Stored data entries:
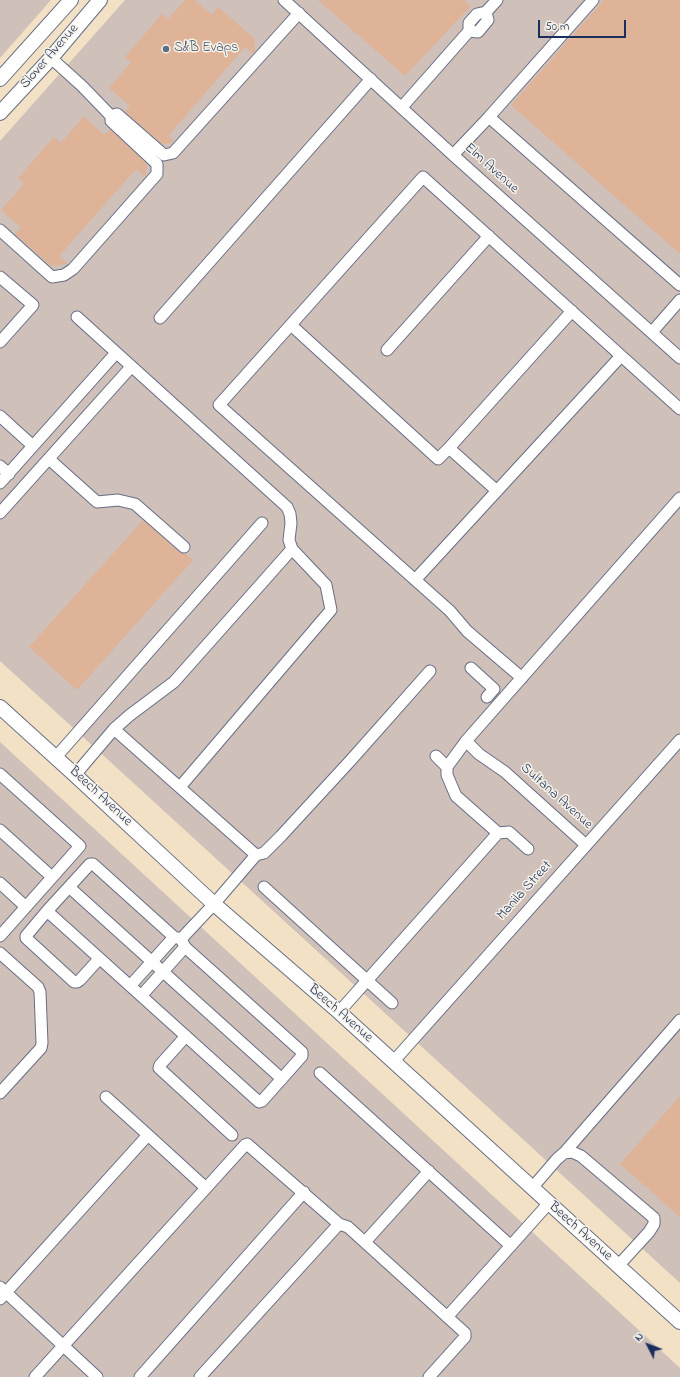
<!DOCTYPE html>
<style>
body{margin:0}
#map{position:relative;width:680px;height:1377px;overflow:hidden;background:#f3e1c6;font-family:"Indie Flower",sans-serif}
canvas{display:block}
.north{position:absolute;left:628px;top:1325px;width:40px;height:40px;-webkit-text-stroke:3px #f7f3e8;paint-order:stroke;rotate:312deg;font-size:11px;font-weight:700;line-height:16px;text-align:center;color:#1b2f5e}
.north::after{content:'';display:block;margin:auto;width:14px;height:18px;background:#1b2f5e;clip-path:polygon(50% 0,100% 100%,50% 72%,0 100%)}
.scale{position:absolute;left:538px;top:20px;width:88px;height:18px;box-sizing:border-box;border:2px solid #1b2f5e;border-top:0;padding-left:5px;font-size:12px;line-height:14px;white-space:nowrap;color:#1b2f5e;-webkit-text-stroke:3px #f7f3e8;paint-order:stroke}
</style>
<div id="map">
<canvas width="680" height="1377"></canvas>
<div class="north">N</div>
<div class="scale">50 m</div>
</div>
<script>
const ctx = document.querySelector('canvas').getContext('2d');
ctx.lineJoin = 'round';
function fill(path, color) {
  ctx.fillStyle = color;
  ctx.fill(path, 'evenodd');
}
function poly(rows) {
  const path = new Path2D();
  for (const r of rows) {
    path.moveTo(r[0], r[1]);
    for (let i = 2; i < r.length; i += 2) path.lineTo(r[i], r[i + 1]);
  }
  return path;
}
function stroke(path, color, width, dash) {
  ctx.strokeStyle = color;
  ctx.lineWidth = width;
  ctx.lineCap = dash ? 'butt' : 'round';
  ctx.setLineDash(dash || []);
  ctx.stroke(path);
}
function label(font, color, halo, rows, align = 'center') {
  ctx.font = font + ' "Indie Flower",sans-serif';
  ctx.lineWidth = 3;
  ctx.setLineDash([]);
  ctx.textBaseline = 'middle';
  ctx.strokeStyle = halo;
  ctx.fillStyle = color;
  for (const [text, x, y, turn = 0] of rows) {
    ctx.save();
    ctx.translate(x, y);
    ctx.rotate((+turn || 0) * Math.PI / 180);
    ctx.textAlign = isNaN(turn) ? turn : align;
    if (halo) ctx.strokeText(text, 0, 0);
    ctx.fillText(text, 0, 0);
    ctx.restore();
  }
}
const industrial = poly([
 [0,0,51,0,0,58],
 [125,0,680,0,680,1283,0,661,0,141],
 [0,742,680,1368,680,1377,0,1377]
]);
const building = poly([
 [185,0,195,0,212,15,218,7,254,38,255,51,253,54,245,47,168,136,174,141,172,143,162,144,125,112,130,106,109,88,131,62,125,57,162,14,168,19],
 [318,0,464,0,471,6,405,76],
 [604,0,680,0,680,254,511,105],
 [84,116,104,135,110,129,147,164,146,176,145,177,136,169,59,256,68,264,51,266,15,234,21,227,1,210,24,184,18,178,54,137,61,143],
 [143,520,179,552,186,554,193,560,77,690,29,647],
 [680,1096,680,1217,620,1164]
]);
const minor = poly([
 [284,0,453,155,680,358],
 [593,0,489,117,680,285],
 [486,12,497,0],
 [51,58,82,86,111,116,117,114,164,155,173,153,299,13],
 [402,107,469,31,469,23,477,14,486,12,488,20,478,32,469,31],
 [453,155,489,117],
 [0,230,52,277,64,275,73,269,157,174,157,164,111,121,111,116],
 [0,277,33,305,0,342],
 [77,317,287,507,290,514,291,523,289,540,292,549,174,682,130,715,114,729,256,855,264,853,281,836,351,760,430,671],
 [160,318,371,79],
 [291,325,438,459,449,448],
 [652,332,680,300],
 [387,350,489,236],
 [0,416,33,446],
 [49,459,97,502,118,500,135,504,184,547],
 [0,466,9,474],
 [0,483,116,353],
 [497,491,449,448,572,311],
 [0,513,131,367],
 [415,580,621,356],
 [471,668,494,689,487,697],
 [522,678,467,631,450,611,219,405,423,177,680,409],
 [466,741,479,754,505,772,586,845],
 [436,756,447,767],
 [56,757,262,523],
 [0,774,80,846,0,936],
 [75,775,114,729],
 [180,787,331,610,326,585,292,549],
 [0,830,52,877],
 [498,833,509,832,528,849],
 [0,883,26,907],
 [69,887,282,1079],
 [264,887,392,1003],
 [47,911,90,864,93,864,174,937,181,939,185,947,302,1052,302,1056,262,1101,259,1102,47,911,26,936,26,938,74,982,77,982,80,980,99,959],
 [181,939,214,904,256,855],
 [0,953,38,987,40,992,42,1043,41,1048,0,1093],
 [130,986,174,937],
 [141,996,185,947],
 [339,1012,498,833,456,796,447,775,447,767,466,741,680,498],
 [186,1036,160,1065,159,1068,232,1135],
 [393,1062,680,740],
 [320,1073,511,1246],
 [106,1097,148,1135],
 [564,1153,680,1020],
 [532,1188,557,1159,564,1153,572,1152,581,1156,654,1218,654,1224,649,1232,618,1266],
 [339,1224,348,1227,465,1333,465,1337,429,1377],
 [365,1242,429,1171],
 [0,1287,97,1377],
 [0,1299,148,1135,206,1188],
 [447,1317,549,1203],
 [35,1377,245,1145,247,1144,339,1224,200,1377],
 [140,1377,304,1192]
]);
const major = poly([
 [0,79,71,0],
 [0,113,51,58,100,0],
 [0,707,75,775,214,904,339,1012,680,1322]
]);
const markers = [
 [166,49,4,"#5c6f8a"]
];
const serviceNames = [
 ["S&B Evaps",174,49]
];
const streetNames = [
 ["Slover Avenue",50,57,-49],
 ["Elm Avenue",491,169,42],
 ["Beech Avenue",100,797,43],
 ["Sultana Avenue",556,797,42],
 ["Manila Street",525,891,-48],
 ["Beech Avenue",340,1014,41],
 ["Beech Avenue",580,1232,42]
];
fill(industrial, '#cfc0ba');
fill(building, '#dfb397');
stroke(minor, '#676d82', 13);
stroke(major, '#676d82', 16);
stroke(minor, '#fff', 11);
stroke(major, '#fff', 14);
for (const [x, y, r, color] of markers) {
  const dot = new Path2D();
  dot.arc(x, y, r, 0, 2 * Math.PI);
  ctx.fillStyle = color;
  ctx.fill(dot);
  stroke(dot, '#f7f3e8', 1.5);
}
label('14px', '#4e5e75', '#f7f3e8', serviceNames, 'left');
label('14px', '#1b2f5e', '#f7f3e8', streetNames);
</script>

### PROBLEM DESCRIPTION
From the records above, return each line that includes "align".

### ANSWER SECTION
.north{position:absolute;left:628px;top:1325px;width:40px;height:40px;-webkit-text-stroke:3px #f7f3e8;paint-order:stroke;rotate:312deg;font-size:11px;font-weight:700;line-height:16px;text-align:center;color:#1b2f5e}
function label(font, color, halo, rows, align = 'center') {
    ctx.textAlign = isNaN(turn) ? turn : align;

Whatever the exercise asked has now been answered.